• [Records from a collection]
######

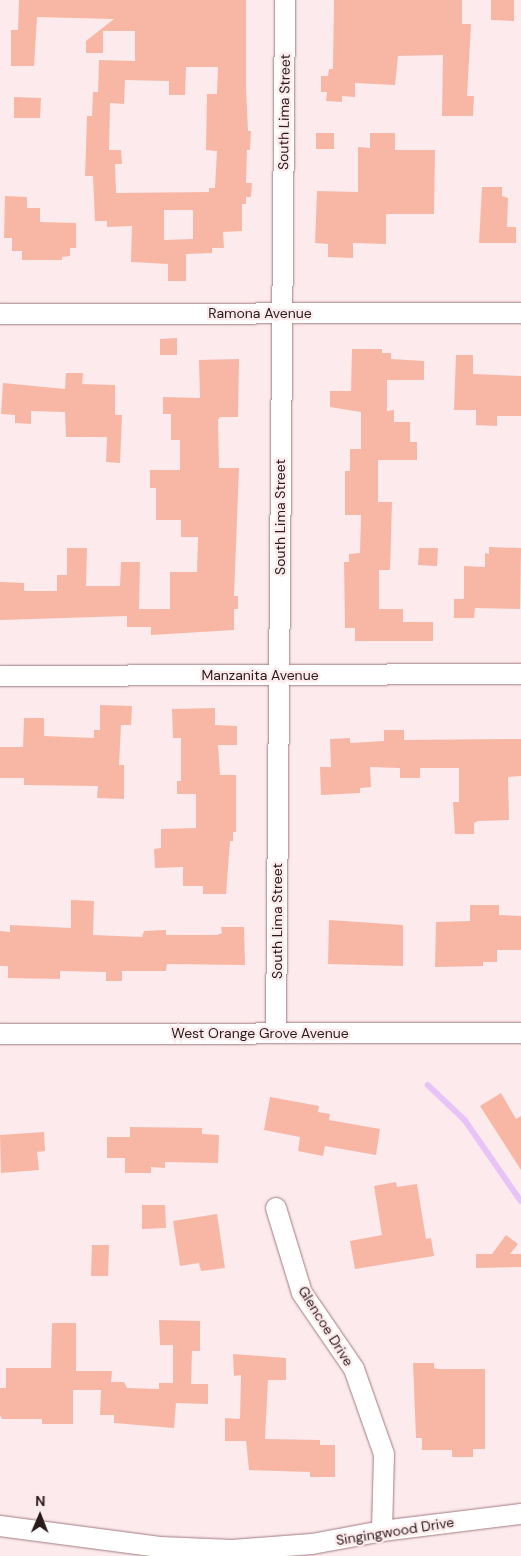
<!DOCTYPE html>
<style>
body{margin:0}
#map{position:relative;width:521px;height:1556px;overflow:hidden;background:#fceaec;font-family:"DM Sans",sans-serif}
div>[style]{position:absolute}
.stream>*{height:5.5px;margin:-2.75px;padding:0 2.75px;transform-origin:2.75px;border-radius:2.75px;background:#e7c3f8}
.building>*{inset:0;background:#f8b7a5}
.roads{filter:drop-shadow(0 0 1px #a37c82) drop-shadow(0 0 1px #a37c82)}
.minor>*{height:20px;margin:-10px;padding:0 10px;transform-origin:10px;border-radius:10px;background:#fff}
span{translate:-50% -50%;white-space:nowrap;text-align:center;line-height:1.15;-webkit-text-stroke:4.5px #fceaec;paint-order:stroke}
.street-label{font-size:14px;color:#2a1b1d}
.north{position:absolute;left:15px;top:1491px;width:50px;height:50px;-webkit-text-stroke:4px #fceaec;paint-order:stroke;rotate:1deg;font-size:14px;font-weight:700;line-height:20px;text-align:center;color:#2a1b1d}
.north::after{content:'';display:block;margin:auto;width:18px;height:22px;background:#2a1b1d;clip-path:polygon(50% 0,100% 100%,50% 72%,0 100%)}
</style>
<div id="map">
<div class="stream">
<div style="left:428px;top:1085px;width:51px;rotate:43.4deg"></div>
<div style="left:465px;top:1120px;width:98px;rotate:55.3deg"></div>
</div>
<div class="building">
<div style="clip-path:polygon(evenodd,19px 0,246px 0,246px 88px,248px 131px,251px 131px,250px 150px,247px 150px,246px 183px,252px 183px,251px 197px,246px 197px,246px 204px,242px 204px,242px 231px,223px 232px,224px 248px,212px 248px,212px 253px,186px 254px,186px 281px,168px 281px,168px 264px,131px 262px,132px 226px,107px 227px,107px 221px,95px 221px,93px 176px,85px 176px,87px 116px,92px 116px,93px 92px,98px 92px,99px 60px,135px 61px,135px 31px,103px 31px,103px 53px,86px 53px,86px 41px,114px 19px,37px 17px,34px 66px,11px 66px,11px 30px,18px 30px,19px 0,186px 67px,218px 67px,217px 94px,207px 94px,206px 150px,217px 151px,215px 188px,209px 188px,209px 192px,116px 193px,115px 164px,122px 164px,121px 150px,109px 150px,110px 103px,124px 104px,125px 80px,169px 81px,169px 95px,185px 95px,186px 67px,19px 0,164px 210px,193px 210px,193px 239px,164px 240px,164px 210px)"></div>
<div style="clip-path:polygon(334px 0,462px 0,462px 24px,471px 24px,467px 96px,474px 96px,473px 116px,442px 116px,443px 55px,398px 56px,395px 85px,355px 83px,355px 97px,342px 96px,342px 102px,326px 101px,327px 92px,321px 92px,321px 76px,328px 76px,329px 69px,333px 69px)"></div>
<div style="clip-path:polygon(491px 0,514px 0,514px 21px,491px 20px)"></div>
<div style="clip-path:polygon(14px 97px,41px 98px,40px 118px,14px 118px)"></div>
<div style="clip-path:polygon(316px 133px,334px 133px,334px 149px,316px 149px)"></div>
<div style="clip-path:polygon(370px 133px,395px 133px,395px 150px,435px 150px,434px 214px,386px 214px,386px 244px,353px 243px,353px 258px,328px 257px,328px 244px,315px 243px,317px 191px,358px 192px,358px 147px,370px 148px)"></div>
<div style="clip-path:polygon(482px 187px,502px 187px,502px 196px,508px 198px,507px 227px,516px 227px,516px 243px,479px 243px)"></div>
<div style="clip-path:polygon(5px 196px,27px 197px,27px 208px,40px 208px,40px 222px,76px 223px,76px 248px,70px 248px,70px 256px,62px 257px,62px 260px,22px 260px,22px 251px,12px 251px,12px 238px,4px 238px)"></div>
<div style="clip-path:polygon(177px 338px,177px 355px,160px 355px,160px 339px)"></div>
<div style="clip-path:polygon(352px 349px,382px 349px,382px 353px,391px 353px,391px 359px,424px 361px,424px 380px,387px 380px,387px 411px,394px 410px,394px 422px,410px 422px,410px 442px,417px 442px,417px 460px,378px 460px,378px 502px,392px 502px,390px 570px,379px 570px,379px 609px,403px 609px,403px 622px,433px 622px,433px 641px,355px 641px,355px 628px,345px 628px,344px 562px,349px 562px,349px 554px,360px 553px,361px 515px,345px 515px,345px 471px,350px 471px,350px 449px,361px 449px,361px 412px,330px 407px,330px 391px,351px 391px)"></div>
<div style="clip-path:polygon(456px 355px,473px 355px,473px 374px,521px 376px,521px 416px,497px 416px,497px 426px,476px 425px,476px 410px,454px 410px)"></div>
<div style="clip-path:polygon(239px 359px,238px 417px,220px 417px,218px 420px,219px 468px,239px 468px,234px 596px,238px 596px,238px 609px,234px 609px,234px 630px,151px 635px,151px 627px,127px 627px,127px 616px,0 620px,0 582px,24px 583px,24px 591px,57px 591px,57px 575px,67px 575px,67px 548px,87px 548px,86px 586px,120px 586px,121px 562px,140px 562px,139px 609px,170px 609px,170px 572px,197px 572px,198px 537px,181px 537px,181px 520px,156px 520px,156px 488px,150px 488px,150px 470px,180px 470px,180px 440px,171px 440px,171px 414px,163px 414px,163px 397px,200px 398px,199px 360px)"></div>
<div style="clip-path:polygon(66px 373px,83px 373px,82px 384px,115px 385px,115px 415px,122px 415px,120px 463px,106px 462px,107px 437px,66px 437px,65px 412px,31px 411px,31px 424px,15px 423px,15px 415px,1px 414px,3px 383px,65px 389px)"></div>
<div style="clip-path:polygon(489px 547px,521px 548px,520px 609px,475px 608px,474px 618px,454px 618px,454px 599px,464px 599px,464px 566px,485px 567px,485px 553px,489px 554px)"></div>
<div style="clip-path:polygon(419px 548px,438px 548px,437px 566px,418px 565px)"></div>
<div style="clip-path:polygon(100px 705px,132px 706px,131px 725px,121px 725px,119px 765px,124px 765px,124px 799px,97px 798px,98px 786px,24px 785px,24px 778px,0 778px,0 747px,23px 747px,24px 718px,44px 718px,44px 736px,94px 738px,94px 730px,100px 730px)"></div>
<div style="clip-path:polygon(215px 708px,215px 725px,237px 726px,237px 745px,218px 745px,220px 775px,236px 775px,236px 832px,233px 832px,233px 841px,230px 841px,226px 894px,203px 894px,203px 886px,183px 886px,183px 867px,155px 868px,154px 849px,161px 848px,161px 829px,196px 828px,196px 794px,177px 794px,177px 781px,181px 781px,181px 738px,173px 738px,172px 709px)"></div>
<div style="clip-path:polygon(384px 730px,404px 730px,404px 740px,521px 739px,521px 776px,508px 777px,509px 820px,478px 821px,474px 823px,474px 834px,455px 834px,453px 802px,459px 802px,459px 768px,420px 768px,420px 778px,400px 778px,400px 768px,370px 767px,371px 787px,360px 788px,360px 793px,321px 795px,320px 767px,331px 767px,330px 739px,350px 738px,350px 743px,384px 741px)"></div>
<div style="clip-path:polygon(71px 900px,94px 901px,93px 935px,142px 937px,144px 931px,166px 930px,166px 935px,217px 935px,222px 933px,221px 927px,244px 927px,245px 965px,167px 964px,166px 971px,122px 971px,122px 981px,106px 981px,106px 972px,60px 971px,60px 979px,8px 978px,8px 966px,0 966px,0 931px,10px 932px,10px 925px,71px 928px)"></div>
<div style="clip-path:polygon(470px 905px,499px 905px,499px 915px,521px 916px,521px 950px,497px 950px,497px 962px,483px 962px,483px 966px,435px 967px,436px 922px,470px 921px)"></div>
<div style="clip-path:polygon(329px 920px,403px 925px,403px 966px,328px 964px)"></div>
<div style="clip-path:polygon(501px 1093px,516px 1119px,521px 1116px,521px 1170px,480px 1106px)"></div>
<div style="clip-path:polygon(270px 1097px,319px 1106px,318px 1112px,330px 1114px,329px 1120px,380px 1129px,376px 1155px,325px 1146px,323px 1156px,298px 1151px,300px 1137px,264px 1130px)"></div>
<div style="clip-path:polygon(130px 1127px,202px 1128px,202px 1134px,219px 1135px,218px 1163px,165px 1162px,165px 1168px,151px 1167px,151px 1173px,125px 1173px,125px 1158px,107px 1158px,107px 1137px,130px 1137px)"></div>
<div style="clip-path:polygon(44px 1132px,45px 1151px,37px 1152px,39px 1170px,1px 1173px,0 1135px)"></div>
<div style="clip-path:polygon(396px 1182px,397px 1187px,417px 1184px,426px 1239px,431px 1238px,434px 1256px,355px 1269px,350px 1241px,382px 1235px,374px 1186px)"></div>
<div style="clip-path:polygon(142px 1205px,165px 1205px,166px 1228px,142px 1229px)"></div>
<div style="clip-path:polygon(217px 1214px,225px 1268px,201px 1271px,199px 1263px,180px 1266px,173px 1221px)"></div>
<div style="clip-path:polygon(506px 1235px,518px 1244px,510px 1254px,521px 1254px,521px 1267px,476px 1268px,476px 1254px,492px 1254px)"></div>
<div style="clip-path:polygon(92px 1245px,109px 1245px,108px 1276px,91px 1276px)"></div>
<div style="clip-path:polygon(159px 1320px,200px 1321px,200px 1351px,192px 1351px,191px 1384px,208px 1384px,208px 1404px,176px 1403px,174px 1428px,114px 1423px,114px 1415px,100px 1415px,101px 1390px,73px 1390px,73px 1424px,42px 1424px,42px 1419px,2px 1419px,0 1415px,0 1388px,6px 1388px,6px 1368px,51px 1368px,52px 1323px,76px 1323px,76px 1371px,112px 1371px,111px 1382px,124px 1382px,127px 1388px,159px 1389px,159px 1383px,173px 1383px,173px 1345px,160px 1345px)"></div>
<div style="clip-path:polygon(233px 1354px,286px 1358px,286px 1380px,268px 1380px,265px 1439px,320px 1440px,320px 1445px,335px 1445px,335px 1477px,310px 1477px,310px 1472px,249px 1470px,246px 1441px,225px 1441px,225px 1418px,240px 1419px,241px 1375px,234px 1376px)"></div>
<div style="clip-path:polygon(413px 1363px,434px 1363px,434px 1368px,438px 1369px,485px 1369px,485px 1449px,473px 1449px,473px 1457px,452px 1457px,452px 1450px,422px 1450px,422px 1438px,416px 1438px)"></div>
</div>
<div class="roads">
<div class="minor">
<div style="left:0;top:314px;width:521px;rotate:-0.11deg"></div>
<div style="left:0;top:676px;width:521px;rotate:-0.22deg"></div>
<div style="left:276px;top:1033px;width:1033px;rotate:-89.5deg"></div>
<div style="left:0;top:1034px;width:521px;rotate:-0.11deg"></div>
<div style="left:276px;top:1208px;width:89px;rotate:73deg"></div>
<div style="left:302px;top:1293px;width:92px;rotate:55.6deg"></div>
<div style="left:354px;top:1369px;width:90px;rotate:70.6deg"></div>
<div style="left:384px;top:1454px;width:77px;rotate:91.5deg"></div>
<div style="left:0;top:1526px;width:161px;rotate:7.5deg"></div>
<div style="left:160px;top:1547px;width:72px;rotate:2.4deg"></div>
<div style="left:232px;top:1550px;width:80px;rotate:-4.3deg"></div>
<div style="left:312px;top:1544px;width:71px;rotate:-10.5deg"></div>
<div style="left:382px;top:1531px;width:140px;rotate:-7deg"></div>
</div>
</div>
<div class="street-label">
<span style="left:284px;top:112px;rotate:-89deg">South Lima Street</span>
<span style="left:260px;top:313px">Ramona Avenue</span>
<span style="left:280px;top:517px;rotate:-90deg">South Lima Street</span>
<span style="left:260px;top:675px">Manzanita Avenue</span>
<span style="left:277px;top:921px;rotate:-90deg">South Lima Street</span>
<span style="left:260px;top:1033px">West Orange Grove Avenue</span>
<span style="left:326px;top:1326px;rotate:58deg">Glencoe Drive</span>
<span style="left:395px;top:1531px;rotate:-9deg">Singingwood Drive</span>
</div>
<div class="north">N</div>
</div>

######

• [WHAT YOU WILL DO]
Give the lines again exactly, beginning with the first line of the records above and ending with the line that contains "1px #a37c82) drop-shadow(0", and include no pictures.

• [SOLUTION TO THIS PROBLEM]
<!DOCTYPE html>
<style>
body{margin:0}
#map{position:relative;width:521px;height:1556px;overflow:hidden;background:#fceaec;font-family:"DM Sans",sans-serif}
div>[style]{position:absolute}
.stream>*{height:5.5px;margin:-2.75px;padding:0 2.75px;transform-origin:2.75px;border-radius:2.75px;background:#e7c3f8}
.building>*{inset:0;background:#f8b7a5}
.roads{filter:drop-shadow(0 0 1px #a37c82) drop-shadow(0 0 1px #a37c82)}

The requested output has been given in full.